What lines in the records below contain the string "strokeStyle"? Copy every one.

######

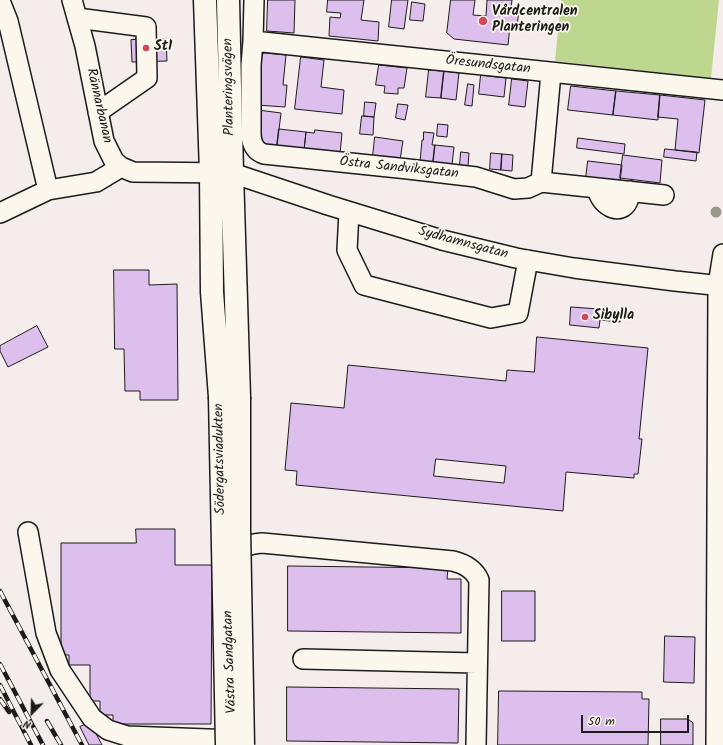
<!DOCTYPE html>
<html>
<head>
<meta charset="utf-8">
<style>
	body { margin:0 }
	#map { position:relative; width:723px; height:745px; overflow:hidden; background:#f5ecec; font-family:Kalam,sans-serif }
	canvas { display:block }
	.north { position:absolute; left:12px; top:693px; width:40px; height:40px; -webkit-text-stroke:3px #fbf7ec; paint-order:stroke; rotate:203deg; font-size:11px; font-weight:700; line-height:16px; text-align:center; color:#1c1c1c }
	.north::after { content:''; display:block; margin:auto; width:14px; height:18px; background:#1c1c1c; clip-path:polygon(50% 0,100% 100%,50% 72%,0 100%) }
	.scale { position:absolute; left:581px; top:715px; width:108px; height:18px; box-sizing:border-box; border:2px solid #1c1c1c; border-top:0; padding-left:5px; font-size:12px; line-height:14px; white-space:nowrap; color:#1c1c1c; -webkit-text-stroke:3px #fbf7ec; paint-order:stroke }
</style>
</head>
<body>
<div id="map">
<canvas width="723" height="745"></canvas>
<div class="north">N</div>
<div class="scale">50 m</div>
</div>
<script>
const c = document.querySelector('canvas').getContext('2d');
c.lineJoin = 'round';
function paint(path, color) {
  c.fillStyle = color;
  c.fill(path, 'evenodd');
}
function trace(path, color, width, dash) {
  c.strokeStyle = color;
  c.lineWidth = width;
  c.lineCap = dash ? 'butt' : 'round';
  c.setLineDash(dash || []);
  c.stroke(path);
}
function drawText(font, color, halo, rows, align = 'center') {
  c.font = font + ' Kalam,sans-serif';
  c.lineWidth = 3.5;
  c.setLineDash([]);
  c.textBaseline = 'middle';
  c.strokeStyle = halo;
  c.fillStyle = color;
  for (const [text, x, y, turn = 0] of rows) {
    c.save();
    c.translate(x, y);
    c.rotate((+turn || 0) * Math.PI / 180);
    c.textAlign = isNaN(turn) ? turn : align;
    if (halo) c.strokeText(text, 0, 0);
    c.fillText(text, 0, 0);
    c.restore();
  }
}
const green = new Path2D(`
	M561 0H719L711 78 555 61Z`);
const building = new Path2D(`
	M268 0H295L294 33 267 31Z
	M328 0H364L361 20 379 22 378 41 329 36 330 17 340 18 341 13 327 12Z
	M392 0H408L404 29 389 27Z
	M451 0H475L473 15 486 16 487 0H512L511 8 519 9 517 27 510 26 508 45 454 39 447 33Z
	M412 2 425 4 423 21 410 20Z
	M166 39 167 61 132 62 131 40Z
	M265 53 286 55 283 85H287L285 107 257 105 262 55Z
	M301 57 324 60 321 87 344 90 342 114 295 109Z
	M379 65 407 68 404 88H398V94L384 93 385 86 376 85Z
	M429 70 444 71 441 98 426 97Z
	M444 71 459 73 456 100 441 98Z
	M481 75 506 78 504 97 479 94Z
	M512 79 528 81 525 107 509 105Z
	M468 84 474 85 472 106 465 105Z
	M571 86 616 91 613 115 568 110Z
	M616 91 660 95 658 120 613 115Z
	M660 95 705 100 699 153 675 150 678 119 658 117Z
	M365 102 376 103 374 117 364 116Z
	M398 104 408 105 405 120 396 118Z
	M258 110 281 113 277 146 258 144Z
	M362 116 374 117 373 135 360 134Z
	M438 124 448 125 447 137 437 136Z
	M279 129 306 132 304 150 277 146Z
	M315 130 342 133 340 154 304 150 306 132 314 133Z
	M424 132 434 133 432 145H435L433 163 420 162 422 140H423Z
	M375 137 403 141 400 160 373 156Z
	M578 138 625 144 624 154 577 148Z
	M435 145 454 147 452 165 433 163Z
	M665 149 697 152 696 161 664 157Z
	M461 152 469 153 468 166 460 165Z
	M491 153 502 154 501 170 490 169Z
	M502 154 513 155 512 171 501 170Z
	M623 155 662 160 660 183 620 178Z
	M588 161 622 165 620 182 586 178Z
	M114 270H149V285L177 284 178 400H140V391H125L124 349H115Z
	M571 307 599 309V311L621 314 620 322 600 320 599 328 570 325Z
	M37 326 48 347 8 367 0 351V346Z
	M537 337 648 348 639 439H642L638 474H634V478L566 472 563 511 296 485 297 471 285 470 291 403 344 408 348 365 506 381 507 370 534 372ZM436 459 506 466 504 483 434 476Z
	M136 529H175V565H212L211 724H113V715H100V701H90V665H69V655H61V543H136Z
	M288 566 448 568 447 579H461V633L288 631Z
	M502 591H535V641H502Z
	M665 636 695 637 694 683 664 682Z
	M287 687 459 689 458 743 287 741Z
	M499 691 642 692V699H649L648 745H498Z
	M661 719H688L693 723V745H661Z
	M90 722 102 745H89L80 727Z`);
const minor = new Path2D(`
	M72 0 85 46 104 141 114 161 121 167 133 172 232 173 328 205 442 240 516 258 574 268 675 281 723 286
	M254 0 253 41 251 65V135C252 145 255 151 264 154L408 169 476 177 514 189 528 188 541 182 664 195
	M0 1 8 21 48 190 0 213
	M77 18 146 27 147 78 98 112
	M253 41 723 90
	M541 182 551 73
	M596 188C598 192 600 198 603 201 616 215 629 209 630 191
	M48 190 96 182 121 167
	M349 212 347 250 364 285 491 318 518 313 528 260
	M28 532 46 633 60 670 92 718 108 730 127 736 234 740
	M233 562C241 548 246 544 262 543L453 561C465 564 474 569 479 580L476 745
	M303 659 477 663
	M716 745 718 285 723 254`);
const major = new Path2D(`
	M205 0 211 172 212 292 220 397
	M228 0 232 173 239 397`);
const rail = new Path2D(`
	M0 591 82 745
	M0 664 43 745
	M0 685 31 745
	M0 699 9 712
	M47 721 61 745`);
const majorBridge = new Path2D(`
	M220 397 227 745
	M239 397V528L243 745`);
const trees = [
	[716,212]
];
const markers = [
	[483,21,5,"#d1495b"],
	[146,48,4,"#d1495b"],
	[585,317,4,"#d1495b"]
];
const poiNames = [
	["Vårdcentralen",492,13],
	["Planteringen",492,29],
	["St1",154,48],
	["Sibylla",593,317]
];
const streetNames = [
	["Öresundsgatan",488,66,6],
	["Planteringsvägen",230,87,-91],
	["Rännarbanan",98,106,77],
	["Östra Sandviksgatan",399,169,6],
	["Sydhamnsgatan",463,244,15],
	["Södergatsviadukten",221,459,-91],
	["Västra Sandgatan",231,662,-92]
];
paint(green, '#bdd78e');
paint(building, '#ddbfed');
trace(building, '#1c1c1c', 1);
trace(minor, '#1c1c1c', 22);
trace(major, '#1c1c1c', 25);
trace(minor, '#fbf7ec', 19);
trace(major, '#fbf7ec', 22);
trace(rail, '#1c1c1c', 4.5);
trace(rail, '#fbf7ec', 3, [9]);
trace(majorBridge, '#1c1c1c', 25, []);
trace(majorBridge, '#fbf7ec', 22);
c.fillStyle = '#98988c';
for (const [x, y] of trees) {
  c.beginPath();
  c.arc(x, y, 5.5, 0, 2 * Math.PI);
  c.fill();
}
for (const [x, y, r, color] of markers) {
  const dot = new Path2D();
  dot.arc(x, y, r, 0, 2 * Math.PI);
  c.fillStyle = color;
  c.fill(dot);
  trace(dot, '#fbf7ec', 1.5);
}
drawText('bold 14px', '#1c1c1c', '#fbf7ec', poiNames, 'left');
drawText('14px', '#1c1c1c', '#fbf7ec', streetNames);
</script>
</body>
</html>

######

• _THE COMPLETED TASK_:
  c.strokeStyle = color;
  c.strokeStyle = halo;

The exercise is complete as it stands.